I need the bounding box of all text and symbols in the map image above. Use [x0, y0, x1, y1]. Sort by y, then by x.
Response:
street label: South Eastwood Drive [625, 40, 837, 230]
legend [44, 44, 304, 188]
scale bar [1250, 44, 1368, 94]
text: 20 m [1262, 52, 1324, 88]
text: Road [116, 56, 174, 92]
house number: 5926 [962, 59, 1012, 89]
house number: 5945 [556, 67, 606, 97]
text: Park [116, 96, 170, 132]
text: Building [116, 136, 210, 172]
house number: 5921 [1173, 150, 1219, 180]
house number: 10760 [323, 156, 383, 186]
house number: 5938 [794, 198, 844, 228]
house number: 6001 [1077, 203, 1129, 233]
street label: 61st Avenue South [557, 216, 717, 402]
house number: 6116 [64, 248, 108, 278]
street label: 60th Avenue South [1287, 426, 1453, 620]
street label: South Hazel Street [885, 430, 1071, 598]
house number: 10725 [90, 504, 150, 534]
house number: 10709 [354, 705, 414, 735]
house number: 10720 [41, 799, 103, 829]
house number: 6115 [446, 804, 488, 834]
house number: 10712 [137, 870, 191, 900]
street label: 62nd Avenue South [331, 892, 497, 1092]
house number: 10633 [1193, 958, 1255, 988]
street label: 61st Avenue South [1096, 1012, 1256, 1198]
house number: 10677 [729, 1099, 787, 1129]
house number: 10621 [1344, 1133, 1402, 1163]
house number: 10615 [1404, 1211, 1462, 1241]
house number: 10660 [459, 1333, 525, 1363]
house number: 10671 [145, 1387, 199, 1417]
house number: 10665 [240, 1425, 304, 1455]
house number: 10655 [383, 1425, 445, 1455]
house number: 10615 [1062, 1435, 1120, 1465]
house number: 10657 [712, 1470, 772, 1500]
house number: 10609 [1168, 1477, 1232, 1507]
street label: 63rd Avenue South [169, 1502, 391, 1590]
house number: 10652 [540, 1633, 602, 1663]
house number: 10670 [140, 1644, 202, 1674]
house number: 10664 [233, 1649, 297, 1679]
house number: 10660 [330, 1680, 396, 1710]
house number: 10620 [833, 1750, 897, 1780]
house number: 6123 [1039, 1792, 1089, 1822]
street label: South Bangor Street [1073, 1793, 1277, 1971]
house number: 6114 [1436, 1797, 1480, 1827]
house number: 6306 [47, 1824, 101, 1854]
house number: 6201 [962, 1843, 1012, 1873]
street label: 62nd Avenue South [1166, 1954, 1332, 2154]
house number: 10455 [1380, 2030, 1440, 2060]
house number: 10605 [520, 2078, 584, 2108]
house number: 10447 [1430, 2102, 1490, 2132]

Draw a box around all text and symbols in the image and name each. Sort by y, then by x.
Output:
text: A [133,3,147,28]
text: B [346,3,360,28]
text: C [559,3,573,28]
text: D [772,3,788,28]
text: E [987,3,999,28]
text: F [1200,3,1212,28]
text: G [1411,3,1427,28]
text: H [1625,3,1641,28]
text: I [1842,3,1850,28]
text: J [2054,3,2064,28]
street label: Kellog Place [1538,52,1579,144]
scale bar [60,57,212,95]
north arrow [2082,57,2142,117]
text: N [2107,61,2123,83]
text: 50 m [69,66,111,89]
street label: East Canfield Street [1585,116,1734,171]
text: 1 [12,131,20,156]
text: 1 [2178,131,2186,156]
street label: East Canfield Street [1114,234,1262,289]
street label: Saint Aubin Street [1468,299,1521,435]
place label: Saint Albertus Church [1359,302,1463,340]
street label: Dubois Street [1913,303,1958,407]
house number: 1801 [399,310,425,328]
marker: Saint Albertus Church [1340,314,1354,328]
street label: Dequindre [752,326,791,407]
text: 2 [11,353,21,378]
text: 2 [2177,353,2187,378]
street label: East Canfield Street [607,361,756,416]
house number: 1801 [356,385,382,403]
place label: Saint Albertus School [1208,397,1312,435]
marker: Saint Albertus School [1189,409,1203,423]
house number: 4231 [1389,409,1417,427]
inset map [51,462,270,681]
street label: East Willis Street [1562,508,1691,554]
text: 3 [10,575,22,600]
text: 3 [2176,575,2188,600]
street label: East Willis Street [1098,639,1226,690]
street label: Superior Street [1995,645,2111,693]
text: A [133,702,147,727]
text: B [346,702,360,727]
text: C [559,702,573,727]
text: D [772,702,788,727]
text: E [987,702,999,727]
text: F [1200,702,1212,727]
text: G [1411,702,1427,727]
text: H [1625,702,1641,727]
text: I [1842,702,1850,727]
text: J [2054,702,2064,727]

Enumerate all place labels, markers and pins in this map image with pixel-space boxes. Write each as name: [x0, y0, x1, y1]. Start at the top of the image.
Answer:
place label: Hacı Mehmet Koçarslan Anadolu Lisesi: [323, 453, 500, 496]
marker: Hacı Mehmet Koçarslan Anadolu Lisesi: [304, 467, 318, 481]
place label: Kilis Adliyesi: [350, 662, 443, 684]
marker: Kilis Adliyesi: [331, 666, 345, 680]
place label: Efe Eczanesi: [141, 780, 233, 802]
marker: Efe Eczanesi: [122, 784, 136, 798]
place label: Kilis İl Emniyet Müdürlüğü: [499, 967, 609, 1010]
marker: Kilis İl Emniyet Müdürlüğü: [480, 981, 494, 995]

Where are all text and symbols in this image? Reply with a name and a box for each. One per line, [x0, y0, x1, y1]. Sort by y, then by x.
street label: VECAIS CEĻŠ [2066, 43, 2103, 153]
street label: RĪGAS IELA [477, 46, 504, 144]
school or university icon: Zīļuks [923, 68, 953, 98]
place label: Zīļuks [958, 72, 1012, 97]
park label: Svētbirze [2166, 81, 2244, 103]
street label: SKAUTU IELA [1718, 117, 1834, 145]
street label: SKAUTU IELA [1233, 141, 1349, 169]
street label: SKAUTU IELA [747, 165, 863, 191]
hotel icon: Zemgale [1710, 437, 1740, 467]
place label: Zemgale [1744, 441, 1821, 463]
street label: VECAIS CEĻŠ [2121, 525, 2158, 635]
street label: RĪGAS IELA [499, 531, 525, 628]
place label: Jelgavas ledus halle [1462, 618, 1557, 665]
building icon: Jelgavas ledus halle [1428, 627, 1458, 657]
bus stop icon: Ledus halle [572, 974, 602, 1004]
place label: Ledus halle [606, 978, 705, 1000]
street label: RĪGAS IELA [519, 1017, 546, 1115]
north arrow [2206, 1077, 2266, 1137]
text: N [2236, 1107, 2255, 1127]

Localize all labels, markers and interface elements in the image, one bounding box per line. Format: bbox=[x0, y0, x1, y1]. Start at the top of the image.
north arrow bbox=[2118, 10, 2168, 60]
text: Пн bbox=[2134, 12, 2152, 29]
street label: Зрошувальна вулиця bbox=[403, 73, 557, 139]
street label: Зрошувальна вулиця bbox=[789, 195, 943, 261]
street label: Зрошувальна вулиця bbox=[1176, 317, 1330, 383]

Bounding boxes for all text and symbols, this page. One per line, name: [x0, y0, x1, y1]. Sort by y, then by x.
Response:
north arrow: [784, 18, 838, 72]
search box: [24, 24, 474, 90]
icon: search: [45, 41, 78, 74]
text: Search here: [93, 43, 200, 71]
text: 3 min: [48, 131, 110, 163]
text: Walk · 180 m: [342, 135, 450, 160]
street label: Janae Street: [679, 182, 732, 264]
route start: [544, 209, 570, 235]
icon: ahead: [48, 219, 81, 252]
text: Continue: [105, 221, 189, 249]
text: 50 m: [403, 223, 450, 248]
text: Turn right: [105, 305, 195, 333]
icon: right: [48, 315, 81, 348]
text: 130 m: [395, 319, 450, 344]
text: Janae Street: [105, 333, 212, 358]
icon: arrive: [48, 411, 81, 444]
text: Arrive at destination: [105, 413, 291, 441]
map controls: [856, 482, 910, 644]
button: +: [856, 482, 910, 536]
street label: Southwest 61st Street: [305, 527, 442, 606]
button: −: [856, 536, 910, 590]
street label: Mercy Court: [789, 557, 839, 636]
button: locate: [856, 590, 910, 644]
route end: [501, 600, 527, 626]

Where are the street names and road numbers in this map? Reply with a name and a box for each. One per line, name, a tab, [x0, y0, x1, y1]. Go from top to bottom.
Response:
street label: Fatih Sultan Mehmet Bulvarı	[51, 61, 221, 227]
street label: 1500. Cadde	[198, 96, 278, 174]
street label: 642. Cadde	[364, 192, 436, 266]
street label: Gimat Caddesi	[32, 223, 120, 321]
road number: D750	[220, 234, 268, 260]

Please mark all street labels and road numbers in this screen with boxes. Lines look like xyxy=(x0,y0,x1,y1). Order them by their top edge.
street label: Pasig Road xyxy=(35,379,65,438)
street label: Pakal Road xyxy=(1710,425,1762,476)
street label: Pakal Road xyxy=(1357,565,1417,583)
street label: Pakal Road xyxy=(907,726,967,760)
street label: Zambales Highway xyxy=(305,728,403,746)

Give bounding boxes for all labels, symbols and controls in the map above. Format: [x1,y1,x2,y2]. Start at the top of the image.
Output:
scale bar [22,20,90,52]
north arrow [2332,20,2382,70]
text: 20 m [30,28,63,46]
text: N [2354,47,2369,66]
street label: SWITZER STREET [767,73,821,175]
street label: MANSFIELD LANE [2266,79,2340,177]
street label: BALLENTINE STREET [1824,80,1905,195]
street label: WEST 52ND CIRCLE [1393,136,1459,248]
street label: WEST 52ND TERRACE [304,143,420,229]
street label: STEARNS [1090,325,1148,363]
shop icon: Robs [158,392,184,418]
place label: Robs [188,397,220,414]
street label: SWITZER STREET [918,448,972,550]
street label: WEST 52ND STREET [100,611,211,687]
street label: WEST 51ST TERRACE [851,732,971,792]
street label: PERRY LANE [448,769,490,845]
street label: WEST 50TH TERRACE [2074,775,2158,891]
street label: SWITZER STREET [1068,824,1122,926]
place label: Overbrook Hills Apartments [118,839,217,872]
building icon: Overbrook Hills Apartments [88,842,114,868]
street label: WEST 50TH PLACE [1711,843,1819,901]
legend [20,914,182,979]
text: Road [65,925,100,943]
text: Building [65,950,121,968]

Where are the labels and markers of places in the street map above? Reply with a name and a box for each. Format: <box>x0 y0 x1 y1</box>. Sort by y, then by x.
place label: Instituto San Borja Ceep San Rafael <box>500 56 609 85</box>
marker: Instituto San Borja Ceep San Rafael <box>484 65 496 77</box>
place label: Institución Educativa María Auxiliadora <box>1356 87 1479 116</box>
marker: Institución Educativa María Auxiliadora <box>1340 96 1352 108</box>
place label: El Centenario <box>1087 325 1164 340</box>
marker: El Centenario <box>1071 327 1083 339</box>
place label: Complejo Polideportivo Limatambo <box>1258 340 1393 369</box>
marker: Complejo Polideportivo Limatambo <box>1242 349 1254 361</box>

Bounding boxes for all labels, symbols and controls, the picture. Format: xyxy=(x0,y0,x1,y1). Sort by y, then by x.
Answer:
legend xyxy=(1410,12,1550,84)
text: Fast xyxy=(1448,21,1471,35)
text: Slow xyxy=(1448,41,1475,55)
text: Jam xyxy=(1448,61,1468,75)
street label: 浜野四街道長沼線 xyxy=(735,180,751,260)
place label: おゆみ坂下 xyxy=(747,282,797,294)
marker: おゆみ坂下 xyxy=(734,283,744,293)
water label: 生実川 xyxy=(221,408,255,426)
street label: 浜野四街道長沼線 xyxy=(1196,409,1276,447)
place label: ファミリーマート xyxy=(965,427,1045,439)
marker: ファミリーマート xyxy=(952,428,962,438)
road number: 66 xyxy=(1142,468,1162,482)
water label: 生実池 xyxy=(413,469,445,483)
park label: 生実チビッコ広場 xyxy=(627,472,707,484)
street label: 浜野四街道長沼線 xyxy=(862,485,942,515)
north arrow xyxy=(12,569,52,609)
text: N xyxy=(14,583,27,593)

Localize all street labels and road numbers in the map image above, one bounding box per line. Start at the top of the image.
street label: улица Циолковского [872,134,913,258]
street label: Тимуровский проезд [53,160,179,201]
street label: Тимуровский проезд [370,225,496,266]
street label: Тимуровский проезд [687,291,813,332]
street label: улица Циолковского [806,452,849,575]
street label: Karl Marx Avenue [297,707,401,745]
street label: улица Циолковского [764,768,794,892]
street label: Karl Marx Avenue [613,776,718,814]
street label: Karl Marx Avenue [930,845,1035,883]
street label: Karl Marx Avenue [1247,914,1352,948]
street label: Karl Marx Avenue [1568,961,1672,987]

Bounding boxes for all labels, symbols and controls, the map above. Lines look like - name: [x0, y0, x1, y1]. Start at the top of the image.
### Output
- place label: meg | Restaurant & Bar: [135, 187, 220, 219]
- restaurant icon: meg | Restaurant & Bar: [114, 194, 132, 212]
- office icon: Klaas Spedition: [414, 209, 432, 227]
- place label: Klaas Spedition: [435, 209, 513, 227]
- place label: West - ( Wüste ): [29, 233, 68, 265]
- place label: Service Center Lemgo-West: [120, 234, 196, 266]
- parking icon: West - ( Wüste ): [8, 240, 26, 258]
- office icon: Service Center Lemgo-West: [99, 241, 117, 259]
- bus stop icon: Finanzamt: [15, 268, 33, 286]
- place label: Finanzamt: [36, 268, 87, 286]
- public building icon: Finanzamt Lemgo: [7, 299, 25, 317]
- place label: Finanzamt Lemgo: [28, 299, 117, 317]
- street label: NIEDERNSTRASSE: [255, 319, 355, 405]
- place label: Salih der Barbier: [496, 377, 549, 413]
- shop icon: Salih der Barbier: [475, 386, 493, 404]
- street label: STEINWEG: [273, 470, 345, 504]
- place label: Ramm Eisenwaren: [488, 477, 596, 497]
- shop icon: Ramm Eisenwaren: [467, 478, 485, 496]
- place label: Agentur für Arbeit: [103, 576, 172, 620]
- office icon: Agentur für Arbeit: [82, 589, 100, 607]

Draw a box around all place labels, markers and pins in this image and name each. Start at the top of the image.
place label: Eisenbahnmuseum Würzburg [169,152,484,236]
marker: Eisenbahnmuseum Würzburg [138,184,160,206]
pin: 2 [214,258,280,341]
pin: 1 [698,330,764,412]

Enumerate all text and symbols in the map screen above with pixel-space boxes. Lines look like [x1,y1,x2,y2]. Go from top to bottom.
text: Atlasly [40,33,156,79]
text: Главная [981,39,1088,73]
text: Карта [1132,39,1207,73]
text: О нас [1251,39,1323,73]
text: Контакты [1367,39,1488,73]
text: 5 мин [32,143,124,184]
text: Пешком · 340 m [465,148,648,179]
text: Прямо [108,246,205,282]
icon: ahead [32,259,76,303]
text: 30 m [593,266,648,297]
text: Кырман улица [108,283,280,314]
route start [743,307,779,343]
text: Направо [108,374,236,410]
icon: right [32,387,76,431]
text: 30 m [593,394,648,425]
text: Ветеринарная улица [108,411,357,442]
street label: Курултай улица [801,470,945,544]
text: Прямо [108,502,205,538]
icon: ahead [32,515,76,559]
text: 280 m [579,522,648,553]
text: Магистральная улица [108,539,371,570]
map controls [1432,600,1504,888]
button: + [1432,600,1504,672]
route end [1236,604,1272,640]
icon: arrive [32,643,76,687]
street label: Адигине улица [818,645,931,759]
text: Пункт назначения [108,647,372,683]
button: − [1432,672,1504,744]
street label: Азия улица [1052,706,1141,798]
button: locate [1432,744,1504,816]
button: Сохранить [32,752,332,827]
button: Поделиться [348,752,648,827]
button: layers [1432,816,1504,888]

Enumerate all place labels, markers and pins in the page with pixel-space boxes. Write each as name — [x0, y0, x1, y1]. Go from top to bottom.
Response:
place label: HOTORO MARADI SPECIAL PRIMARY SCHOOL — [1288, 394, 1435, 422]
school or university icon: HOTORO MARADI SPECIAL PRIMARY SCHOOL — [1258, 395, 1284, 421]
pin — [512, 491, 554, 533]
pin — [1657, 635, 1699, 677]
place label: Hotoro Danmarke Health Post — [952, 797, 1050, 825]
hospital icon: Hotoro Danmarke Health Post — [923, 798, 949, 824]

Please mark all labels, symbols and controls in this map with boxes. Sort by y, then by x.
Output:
=-=-=
Show all lines in the records above that hold "Write".

### RESULT OF THIS EXERCISE
Enumerate all place labels, markers and pins in this map image with pixel-space boxes. Write each as name: [x0, y0, x1, y1]. Start at the top of the image.
Enumerate all place labels, markers and pins in the page with pixel-space boxes. Write each as name — [x0, y0, x1, y1]. Go from top to bottom.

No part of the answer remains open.